Our homesickness can only be healed by the Resurrection of Christ. Where death expelled us from home, Christ’s victory over the grave returns us to that place where our hearts can find rest. For the traveller who has lost his way, who not only has forgotten the name of his destination but doesn’t even know “from whence he came,” the Resurrection is the signpost. It is, said Chesterton, the “first morning of hope,” a hope that can transform our lives in this world in preparation for the world to come. It is not that we must wait to return to the “home behind home for which we are all homesick;” faith in the Resurrection of Christ, the very reason we are Christians, is the reason the Gospel spread like wildfire across the world with the good news that we are not lost on “the road to nowhere.”
The Gospel, said Michael Ramsey, did not address people who had no thought of the afterlife; plenty of pagans believed in some version, rather like today when most people not only believe in an afterlife, which usually seems to involve an extended party, but also believe they are all going to heaven, despite never living in relationship with Christ and His Church. Christianity, and explicitly living faith in the Resurrection of Jesus, brought to the world a belief in the future life that was “vivid, immediate, central and triumphant.” The Resurrection, Ramsey said, was, and is, the “very near certainty of another world, with which Christians were actually linked.”

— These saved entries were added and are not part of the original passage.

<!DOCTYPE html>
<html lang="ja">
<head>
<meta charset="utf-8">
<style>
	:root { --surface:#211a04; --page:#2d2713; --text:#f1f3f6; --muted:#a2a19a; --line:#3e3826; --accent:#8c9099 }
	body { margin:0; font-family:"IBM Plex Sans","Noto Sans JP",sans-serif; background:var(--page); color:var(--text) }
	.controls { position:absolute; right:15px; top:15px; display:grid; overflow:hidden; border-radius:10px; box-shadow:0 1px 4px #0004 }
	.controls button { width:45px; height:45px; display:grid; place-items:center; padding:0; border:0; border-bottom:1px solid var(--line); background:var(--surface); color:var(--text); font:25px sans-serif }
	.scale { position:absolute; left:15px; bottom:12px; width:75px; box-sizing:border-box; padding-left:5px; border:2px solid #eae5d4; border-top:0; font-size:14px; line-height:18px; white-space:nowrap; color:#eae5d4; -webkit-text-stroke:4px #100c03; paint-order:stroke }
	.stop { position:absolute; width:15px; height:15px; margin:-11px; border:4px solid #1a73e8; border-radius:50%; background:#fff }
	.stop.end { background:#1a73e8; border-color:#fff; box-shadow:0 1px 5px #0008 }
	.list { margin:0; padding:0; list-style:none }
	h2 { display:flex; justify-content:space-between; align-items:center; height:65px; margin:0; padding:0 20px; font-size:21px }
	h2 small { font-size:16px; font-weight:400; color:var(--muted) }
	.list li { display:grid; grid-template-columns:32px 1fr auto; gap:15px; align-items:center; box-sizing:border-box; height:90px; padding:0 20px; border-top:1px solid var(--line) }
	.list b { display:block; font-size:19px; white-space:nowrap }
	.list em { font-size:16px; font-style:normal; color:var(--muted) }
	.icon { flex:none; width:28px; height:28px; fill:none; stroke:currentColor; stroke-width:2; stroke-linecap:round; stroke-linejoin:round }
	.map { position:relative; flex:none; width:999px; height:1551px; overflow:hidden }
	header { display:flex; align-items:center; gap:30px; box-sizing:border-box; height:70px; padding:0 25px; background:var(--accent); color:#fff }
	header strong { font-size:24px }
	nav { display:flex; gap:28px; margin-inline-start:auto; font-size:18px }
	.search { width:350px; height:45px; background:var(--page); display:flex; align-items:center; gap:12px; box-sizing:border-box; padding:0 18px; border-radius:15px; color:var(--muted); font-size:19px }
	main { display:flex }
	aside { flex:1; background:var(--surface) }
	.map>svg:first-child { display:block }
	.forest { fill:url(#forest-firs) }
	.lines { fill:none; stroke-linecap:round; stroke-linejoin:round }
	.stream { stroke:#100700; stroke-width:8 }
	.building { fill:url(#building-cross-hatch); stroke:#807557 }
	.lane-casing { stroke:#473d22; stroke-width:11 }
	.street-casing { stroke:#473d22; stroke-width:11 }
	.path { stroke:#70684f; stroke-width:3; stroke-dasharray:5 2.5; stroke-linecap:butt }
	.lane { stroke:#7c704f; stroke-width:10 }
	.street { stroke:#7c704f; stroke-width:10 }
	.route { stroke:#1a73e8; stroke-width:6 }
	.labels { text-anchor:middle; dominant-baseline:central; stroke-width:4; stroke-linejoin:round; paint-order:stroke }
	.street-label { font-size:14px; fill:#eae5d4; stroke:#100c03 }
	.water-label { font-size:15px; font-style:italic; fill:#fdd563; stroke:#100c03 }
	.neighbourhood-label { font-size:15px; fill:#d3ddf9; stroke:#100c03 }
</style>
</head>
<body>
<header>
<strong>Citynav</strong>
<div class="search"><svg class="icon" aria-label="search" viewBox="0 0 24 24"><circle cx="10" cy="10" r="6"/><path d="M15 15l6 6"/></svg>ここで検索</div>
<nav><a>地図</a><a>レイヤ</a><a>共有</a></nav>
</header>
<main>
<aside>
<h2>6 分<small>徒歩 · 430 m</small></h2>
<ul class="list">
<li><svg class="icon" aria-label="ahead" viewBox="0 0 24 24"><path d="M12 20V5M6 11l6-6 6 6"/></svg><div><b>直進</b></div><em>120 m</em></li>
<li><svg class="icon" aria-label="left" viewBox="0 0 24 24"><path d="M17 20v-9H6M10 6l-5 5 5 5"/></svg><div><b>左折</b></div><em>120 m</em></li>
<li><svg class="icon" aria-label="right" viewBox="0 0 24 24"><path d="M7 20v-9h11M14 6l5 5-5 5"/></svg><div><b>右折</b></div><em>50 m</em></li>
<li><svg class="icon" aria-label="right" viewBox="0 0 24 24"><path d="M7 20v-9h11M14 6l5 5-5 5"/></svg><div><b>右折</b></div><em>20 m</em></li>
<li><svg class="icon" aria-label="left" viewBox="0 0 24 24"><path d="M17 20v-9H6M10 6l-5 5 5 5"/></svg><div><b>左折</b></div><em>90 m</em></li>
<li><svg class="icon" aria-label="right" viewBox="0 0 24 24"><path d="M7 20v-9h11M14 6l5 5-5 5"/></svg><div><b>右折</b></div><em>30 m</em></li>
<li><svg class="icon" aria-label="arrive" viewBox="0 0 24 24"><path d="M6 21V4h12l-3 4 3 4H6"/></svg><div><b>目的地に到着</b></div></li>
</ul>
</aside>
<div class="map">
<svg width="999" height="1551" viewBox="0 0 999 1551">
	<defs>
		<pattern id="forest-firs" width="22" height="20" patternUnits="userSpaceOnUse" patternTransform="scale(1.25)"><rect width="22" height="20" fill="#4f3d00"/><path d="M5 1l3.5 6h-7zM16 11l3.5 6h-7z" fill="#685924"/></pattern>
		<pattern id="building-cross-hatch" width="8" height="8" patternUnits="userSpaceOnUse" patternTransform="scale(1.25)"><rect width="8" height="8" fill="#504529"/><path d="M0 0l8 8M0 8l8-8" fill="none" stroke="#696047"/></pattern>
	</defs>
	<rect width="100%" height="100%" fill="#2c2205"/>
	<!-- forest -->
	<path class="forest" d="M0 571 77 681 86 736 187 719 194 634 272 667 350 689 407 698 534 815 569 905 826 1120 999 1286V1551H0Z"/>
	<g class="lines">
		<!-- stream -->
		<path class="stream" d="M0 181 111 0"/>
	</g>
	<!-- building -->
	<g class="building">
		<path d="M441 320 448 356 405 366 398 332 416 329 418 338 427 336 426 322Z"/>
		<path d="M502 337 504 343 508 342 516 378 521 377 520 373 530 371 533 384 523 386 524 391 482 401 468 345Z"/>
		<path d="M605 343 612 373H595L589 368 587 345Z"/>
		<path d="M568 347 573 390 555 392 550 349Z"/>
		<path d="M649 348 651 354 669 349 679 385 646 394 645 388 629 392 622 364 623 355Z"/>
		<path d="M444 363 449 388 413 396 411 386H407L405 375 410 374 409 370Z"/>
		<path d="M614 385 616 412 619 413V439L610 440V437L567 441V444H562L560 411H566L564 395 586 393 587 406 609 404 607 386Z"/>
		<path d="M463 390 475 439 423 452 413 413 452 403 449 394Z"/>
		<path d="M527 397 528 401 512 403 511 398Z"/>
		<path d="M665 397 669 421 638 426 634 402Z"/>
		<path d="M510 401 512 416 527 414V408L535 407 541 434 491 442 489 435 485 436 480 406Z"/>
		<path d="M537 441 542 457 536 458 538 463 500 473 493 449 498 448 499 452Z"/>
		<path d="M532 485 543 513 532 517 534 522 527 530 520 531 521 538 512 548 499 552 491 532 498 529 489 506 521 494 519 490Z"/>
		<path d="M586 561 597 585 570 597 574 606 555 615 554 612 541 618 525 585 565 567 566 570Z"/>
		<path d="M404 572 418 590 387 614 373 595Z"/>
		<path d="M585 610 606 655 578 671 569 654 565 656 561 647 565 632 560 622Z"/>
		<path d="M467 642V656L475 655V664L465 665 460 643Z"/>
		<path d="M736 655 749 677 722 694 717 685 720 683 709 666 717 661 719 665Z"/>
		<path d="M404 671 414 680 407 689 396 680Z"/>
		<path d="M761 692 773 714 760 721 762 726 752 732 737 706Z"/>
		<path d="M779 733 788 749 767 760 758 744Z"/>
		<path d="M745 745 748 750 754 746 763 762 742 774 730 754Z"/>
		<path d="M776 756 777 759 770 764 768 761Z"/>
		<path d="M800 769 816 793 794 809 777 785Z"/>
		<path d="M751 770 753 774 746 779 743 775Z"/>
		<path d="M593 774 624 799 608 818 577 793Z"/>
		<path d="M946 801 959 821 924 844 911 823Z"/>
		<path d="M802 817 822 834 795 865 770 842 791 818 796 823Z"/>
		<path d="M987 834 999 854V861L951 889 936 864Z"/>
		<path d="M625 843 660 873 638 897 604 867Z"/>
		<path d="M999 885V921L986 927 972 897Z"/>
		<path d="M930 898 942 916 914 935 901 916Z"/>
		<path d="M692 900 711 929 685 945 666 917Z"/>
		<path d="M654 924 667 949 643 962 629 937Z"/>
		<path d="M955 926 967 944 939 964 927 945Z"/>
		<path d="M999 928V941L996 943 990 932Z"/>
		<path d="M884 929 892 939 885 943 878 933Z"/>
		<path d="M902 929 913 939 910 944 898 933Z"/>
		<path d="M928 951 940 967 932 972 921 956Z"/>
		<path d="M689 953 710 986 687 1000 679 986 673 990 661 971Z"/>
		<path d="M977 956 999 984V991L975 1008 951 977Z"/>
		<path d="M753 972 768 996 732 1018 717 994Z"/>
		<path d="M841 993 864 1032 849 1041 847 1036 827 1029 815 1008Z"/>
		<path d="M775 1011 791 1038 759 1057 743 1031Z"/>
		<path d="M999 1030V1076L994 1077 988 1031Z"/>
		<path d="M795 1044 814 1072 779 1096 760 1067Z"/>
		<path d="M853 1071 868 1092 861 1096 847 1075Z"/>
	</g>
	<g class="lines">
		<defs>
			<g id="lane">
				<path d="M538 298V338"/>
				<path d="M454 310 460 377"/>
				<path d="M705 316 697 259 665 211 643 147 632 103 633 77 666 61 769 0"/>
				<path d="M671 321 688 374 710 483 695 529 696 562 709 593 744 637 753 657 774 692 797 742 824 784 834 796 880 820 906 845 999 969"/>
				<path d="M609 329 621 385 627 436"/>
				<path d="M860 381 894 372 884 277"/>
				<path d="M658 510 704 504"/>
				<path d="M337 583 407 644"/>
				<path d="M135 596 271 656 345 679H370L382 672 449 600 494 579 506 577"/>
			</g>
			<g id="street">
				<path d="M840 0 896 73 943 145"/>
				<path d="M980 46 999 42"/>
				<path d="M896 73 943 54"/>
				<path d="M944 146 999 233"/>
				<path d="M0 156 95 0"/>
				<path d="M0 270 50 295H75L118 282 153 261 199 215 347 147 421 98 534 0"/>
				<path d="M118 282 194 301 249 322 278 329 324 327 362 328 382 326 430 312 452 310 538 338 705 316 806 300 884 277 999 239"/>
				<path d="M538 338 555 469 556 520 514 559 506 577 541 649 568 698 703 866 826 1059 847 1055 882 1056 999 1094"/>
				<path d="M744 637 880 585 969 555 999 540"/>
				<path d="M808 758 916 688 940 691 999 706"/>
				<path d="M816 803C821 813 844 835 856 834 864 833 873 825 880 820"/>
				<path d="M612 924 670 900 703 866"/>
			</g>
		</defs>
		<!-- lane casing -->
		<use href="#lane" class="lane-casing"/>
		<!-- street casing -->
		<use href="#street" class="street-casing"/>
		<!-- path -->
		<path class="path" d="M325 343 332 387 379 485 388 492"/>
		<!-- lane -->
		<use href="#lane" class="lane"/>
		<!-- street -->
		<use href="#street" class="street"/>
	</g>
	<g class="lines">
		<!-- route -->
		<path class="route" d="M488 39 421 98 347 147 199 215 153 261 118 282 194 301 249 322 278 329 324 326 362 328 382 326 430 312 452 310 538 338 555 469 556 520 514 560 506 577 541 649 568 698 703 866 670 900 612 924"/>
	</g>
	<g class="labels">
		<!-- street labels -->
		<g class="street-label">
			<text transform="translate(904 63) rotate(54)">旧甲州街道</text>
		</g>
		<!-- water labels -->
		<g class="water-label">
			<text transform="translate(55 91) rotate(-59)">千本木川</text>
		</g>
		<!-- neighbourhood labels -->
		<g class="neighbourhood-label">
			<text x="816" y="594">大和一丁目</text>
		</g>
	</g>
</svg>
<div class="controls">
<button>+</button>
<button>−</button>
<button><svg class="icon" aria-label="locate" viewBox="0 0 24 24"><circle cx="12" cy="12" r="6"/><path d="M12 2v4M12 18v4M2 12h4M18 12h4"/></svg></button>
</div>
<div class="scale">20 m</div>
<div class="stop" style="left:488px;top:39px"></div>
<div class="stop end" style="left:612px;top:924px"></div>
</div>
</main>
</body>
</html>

This is why we cannot claim the name of Christian, or expect to experience the grace of the Resurrection, to feel that sense of home, without a living and life-giving relationship with the Church, which St. John Henry Newman called a “treasure-house.” The Church is the “halfway house” to home, where we get food for the journey, truth is preached, sins are forgiven, and we are touched by Christ in the sacraments at every important stage in our lives. We cannot find our way home without the signposts that are found in the “treasure-house” of the Church. In the Church, we travelers learn not only our destination, the way to that destination, but also the place from “whence we came.” Newman asked, in an Easter sermon, why people who call themselves Christians and say they believe, stay away from what he called the “greatest conceivable blessing that could come upon men.” The reason, he said, was “unbelief” and “slavish sin-loving obstinacy.”
Finding home again after years away, returning to our roots, experiencing our longings fulfilled: this is the meaning of the entire Easter season. The Gospel, which can wake up a tired world which seeks to find home everywhere but where home can truly be found, is revealed in the life, death, and Resurrection of Jesus of Nazareth. This news, Ramsey said, is both “strange to mankind and yet nearer to mankind than the breath with which they breathe.”